» **TASK OBJECTIVE**
Below is a set of entries; give all of them again exactly.

-- GIVEN INFORMATION follows --

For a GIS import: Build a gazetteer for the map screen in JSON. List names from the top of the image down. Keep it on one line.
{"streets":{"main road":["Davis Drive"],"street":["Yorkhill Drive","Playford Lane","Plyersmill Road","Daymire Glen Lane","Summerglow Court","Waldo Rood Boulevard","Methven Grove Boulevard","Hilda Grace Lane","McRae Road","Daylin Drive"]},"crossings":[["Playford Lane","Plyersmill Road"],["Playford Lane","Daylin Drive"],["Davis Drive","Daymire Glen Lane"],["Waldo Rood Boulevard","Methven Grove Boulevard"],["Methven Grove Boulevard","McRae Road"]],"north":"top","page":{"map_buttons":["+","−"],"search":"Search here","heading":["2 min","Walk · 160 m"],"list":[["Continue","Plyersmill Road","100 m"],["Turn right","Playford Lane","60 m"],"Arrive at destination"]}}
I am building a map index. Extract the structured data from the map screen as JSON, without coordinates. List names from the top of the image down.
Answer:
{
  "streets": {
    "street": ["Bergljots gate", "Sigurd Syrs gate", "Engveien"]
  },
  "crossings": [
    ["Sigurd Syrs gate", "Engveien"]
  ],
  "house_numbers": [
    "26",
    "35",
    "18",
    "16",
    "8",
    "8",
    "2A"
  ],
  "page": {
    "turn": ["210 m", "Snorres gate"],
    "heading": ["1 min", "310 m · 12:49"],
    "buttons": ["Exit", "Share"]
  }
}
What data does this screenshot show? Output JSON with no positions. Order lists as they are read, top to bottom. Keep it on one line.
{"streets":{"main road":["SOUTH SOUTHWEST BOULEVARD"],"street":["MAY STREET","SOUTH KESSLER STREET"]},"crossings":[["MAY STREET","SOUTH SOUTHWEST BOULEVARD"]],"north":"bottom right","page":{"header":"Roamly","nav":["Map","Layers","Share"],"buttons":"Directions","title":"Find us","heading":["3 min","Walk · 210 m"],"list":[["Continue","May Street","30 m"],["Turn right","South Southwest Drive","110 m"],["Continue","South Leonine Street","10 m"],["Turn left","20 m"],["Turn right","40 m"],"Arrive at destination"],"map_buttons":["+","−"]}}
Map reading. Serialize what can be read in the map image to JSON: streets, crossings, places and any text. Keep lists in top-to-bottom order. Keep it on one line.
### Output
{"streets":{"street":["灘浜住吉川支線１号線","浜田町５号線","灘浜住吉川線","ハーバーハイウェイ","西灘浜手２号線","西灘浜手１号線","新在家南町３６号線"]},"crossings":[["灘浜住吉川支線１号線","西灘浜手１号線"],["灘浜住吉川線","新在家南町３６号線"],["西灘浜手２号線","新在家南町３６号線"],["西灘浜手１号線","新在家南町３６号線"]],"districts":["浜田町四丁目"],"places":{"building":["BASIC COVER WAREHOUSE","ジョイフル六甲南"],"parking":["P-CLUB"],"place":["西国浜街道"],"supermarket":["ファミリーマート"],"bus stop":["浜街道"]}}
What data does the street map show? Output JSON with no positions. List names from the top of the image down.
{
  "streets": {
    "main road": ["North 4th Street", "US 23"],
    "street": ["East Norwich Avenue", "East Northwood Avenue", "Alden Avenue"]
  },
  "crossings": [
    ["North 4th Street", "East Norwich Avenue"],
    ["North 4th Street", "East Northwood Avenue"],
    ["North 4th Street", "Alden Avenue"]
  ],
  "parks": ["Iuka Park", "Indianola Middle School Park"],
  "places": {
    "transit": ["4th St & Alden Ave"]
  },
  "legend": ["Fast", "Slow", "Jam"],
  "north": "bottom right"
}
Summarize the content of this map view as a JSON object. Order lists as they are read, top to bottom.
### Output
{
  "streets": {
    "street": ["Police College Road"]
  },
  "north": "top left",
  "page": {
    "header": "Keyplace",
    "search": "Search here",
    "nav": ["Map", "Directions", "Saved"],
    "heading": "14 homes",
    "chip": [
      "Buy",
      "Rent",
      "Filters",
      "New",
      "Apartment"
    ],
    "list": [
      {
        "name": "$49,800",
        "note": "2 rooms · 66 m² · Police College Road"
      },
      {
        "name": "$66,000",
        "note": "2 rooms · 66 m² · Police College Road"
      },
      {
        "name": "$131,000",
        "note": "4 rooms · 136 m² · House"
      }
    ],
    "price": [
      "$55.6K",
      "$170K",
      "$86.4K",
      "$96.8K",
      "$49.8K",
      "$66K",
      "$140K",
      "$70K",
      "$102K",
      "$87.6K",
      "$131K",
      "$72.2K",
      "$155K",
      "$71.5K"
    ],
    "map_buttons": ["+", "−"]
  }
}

-- GIVEN INFORMATION concluded --

» **FINISHED EXERCISE**
For a GIS import: Build a gazetteer for the map screen in JSON. List names from the top of the image down. Keep it on one line.
{"streets":{"main road":["Davis Drive"],"street":["Yorkhill Drive","Playford Lane","Plyersmill Road","Daymire Glen Lane","Summerglow Court","Waldo Rood Boulevard","Methven Grove Boulevard","Hilda Grace Lane","McRae Road","Daylin Drive"]},"crossings":[["Playford Lane","Plyersmill Road"],["Playford Lane","Daylin Drive"],["Davis Drive","Daymire Glen Lane"],["Waldo Rood Boulevard","Methven Grove Boulevard"],["Methven Grove Boulevard","McRae Road"]],"north":"top","page":{"map_buttons":["+","−"],"search":"Search here","heading":["2 min","Walk · 160 m"],"list":[["Continue","Plyersmill Road","100 m"],["Turn right","Playford Lane","60 m"],"Arrive at destination"]}}
I am building a map index. Extract the structured data from the map screen as JSON, without coordinates. List names from the top of the image down.
Answer:
{
  "streets": {
    "street": ["Bergljots gate", "Sigurd Syrs gate", "Engveien"]
  },
  "crossings": [
    ["Sigurd Syrs gate", "Engveien"]
  ],
  "house_numbers": [
    "26",
    "35",
    "18",
    "16",
    "8",
    "8",
    "2A"
  ],
  "page": {
    "turn": ["210 m", "Snorres gate"],
    "heading": ["1 min", "310 m · 12:49"],
    "buttons": ["Exit", "Share"]
  }
}
What data does this screenshot show? Output JSON with no positions. Order lists as they are read, top to bottom. Keep it on one line.
{"streets":{"main road":["SOUTH SOUTHWEST BOULEVARD"],"street":["MAY STREET","SOUTH KESSLER STREET"]},"crossings":[["MAY STREET","SOUTH SOUTHWEST BOULEVARD"]],"north":"bottom right","page":{"header":"Roamly","nav":["Map","Layers","Share"],"buttons":"Directions","title":"Find us","heading":["3 min","Walk · 210 m"],"list":[["Continue","May Street","30 m"],["Turn right","South Southwest Drive","110 m"],["Continue","South Leonine Street","10 m"],["Turn left","20 m"],["Turn right","40 m"],"Arrive at destination"],"map_buttons":["+","−"]}}
Map reading. Serialize what can be read in the map image to JSON: streets, crossings, places and any text. Keep lists in top-to-bottom order. Keep it on one line.
### Output
{"streets":{"street":["灘浜住吉川支線１号線","浜田町５号線","灘浜住吉川線","ハーバーハイウェイ","西灘浜手２号線","西灘浜手１号線","新在家南町３６号線"]},"crossings":[["灘浜住吉川支線１号線","西灘浜手１号線"],["灘浜住吉川線","新在家南町３６号線"],["西灘浜手２号線","新在家南町３６号線"],["西灘浜手１号線","新在家南町３６号線"]],"districts":["浜田町四丁目"],"places":{"building":["BASIC COVER WAREHOUSE","ジョイフル六甲南"],"parking":["P-CLUB"],"place":["西国浜街道"],"supermarket":["ファミリーマート"],"bus stop":["浜街道"]}}
What data does the street map show? Output JSON with no positions. List names from the top of the image down.
{
  "streets": {
    "main road": ["North 4th Street", "US 23"],
    "street": ["East Norwich Avenue", "East Northwood Avenue", "Alden Avenue"]
  },
  "crossings": [
    ["North 4th Street", "East Norwich Avenue"],
    ["North 4th Street", "East Northwood Avenue"],
    ["North 4th Street", "Alden Avenue"]
  ],
  "parks": ["Iuka Park", "Indianola Middle School Park"],
  "places": {
    "transit": ["4th St & Alden Ave"]
  },
  "legend": ["Fast", "Slow", "Jam"],
  "north": "bottom right"
}
Summarize the content of this map view as a JSON object. Order lists as they are read, top to bottom.
### Output
{
  "streets": {
    "street": ["Police College Road"]
  },
  "north": "top left",
  "page": {
    "header": "Keyplace",
    "search": "Search here",
    "nav": ["Map", "Directions", "Saved"],
    "heading": "14 homes",
    "chip": [
      "Buy",
      "Rent",
      "Filters",
      "New",
      "Apartment"
    ],
    "list": [
      {
        "name": "$49,800",
        "note": "2 rooms · 66 m² · Police College Road"
      },
      {
        "name": "$66,000",
        "note": "2 rooms · 66 m² · Police College Road"
      },
      {
        "name": "$131,000",
        "note": "4 rooms · 136 m² · House"
      }
    ],
    "price": [
      "$55.6K",
      "$170K",
      "$86.4K",
      "$96.8K",
      "$49.8K",
      "$66K",
      "$140K",
      "$70K",
      "$102K",
      "$87.6K",
      "$131K",
      "$72.2K",
      "$155K",
      "$71.5K"
    ],
    "map_buttons": ["+", "−"]
  }
}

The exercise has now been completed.